### [WHAT YOU SHOULD DO]
Gather all lines in the entries below that include the word "shadow".

-------- THE DATA --------

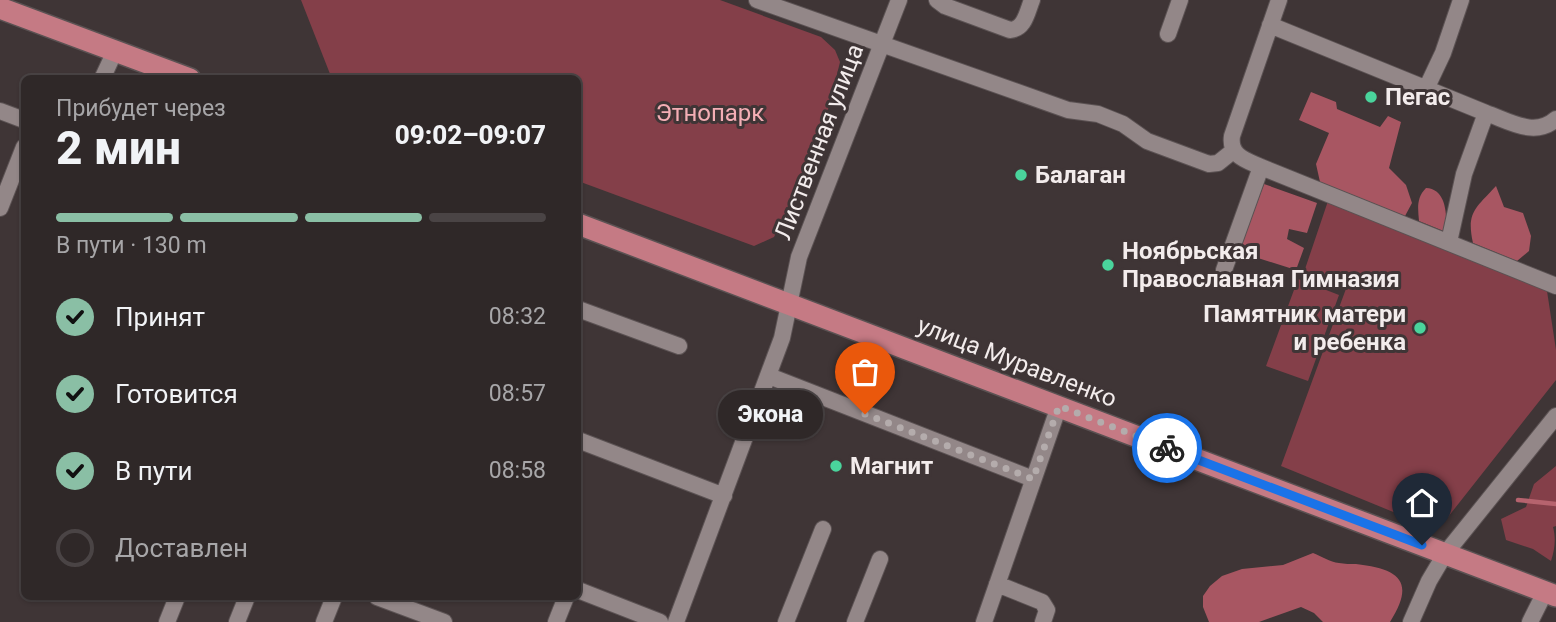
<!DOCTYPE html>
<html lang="ru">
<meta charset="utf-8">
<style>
:root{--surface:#2f2828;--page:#373030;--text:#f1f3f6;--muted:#a7a6a8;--line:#4a4445;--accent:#8abfa5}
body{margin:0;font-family:Roboto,sans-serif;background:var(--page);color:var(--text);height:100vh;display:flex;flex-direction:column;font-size:26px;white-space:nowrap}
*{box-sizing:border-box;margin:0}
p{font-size:23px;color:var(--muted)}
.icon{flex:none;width:38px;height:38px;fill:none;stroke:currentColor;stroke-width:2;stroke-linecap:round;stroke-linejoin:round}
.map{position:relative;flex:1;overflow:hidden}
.side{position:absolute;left:21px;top:75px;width:560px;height:525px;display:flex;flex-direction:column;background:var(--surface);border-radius:10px;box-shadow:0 2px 5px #0004,0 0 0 2px var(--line)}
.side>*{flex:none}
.pin{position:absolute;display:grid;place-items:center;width:60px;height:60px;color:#fff;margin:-72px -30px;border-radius:50% 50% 50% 0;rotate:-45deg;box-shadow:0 0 7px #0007}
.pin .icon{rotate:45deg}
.courier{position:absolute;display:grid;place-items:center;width:70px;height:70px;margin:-35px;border:5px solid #1a73e8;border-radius:50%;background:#fff;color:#222;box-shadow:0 2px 9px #0007}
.bubble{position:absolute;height:49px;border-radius:24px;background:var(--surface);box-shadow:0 2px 5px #0004,0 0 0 2px var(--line);font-size:23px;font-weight:800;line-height:49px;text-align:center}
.overview em{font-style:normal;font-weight:800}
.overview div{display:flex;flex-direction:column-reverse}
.overview{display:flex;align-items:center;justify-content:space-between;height:119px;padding:0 35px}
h1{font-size:46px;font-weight:800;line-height:52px}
.bar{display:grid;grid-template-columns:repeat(4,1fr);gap:10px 7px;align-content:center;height:84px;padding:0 35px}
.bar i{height:9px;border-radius:5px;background:var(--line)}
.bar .selected{background:var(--accent)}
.bar p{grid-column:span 4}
ol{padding:0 35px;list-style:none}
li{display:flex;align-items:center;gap:21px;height:77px}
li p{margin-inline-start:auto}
li .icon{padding:7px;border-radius:50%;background:var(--accent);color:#111;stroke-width:4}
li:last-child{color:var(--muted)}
li i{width:38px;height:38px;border:4px solid var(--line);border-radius:50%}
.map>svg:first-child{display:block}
.green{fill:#843f49}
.forest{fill:#a85662}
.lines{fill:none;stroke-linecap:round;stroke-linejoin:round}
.stream{stroke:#b6636e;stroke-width:4.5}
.minor-casing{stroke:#5b5253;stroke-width:18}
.major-casing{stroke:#5b5253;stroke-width:24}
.minor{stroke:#938788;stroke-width:16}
.major{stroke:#c57a84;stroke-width:21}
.done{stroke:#b4acac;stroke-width:7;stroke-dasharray:0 12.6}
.route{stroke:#1a73e8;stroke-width:9}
.poi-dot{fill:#4ad49c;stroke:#3f3536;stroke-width:2.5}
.labels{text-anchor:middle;stroke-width:6;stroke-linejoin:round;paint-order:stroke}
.poi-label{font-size:24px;font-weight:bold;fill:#f3ecec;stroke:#3f3536;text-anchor:start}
.park-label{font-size:24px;fill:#f4aeb5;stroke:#3f3536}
.street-label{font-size:24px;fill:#f3ecec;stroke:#3f3536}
</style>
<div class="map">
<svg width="1556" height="622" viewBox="0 0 1556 622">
<rect width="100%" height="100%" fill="#3f3536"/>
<path class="green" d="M301 0H720L821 37 835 50 840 62 830 103 812 157 774 237 754 246 578 181V79H332Z
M1328 201 1547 291 1556 350V380L1448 517 1432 523 1408 518 1281 466 1347 286 1304 272Z
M1298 279 1339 295 1308 381 1266 366Z
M1556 466V526L1553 527C1556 538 1555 549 1551 561L1533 549 1506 540 1501 519 1526 507 1534 484Z"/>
<path class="forest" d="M1311 92 1336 102 1337 109 1380 127 1388 116 1401 122 1389 168 1406 185 1412 203 1405 216 1320 182 1316 164 1329 133 1299 120Z
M1264 184 1317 203 1307 233 1289 229 1287 239 1304 248 1296 270 1239 252Z
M1496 186 1504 207 1523 213 1531 236 1529 251 1517 261 1473 243C1466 212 1476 208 1496 186Z
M1426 188C1447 189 1447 216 1446 232L1419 221C1418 209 1416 198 1426 188Z
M1313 553C1321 556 1330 562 1339 563 1344 564 1351 564 1356 564 1399 569 1416 581 1390 622H1323L1314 613 1301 607 1259 622H1209L1203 607V596L1210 586 1222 576 1242 569 1283 565Z"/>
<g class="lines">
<path class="stream" d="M1518 500 1556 504"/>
<defs>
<path id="minor" d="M757 0 1068 110 1098 114 1123 124 1147 141 1209 164 1218 163 1233 151
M937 0 945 6 1010 30C1025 29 1027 12 1032 0
M1279 0 1232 136C1229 156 1246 160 1261 167L1556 286
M1270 25 1486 113
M1168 34 1180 0
M102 79 115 51
M1426 89 1443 53 1461 0
M0 111 24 120
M0 208 24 147
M1449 242 1464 174 1486 113C1509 121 1535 138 1556 119
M1224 270 1261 167
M578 309 679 346
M769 376 1033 479
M578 440 724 496
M997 584 1042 602 1047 610 1043 622
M578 590 660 622
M377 597 444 622
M167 622 177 597
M237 622 247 597
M324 622 334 597
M556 622 566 597
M676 622 782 338 799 257 899 0
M786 622 823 529
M855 622 880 559
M984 622 1059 406
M1411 622 1429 581 1445 554 1556 416
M1530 622 1545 592"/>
<path id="major" d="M0 8 190 79
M578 224 1556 596"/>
</defs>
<use href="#minor" class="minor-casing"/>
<use href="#major" class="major-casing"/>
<use href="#minor" class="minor"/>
<use href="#major" class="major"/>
</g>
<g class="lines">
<path class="done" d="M865 414 1033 479 1059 406 1167 448"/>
<path class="route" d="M1167 448 1422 545"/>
</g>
<g class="poi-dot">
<circle cx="1371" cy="97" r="7"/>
<circle cx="1021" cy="175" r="7"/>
<circle cx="1108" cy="265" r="7"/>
<circle cx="1420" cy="328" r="7"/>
<circle cx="836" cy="466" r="7"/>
</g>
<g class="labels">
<g class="poi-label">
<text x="1385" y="105">Пегас</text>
<text x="1035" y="183">Балаган</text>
<text x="1122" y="259">Ноябрьская<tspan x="1122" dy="28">Православная Гимназия</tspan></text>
<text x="1406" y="322" text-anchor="end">Памятник матери<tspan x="1406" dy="28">и ребенка</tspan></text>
<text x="850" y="474">Магнит</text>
</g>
<g class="park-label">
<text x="710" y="121">Этнопарк</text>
</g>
<g class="street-label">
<text transform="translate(819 142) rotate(-69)" y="8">Лиственная улица</text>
<text transform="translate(1017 362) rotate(21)" y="8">улица Муравленко</text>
</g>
</g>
</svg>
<div class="pin" style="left:865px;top:414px;background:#ea580c"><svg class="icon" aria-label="bag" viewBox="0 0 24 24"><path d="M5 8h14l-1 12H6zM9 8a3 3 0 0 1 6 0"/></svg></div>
<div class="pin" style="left:1422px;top:545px;background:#1f2937"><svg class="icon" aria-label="home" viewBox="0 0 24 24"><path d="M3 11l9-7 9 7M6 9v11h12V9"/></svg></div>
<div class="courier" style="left:1167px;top:448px"><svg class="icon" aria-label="bike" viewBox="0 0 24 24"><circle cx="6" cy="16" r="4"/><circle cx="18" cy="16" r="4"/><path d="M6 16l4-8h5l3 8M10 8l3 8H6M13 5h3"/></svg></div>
<div class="bubble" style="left:718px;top:390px;width:105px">Экона</div>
<section class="side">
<div class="overview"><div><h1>2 мин</h1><p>Прибудет через</p></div><em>09:02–09:07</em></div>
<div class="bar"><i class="selected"></i><i class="selected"></i><i class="selected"></i><i></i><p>В пути · 130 m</p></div>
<ol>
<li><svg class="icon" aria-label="check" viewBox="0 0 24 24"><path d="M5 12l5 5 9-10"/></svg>Принят<p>08:32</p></li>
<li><svg class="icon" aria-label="check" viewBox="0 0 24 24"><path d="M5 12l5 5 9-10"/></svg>Готовится<p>08:57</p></li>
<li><svg class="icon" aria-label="check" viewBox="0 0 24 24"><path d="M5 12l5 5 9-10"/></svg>В пути<p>08:58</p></li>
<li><i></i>Доставлен</li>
</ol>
</section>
</div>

--------

### [REPLY]
.side{position:absolute;left:21px;top:75px;width:560px;height:525px;display:flex;flex-direction:column;background:var(--surface);border-radius:10px;box-shadow:0 2px 5px #0004,0 0 0 2px var(--line)}
.pin{position:absolute;display:grid;place-items:center;width:60px;height:60px;color:#fff;margin:-72px -30px;border-radius:50% 50% 50% 0;rotate:-45deg;box-shadow:0 0 7px #0007}
.courier{position:absolute;display:grid;place-items:center;width:70px;height:70px;margin:-35px;border:5px solid #1a73e8;border-radius:50%;background:#fff;color:#222;box-shadow:0 2px 9px #0007}
.bubble{position:absolute;height:49px;border-radius:24px;background:var(--surface);box-shadow:0 2px 5px #0004,0 0 0 2px var(--line);font-size:23px;font-weight:800;line-height:49px;text-align:center}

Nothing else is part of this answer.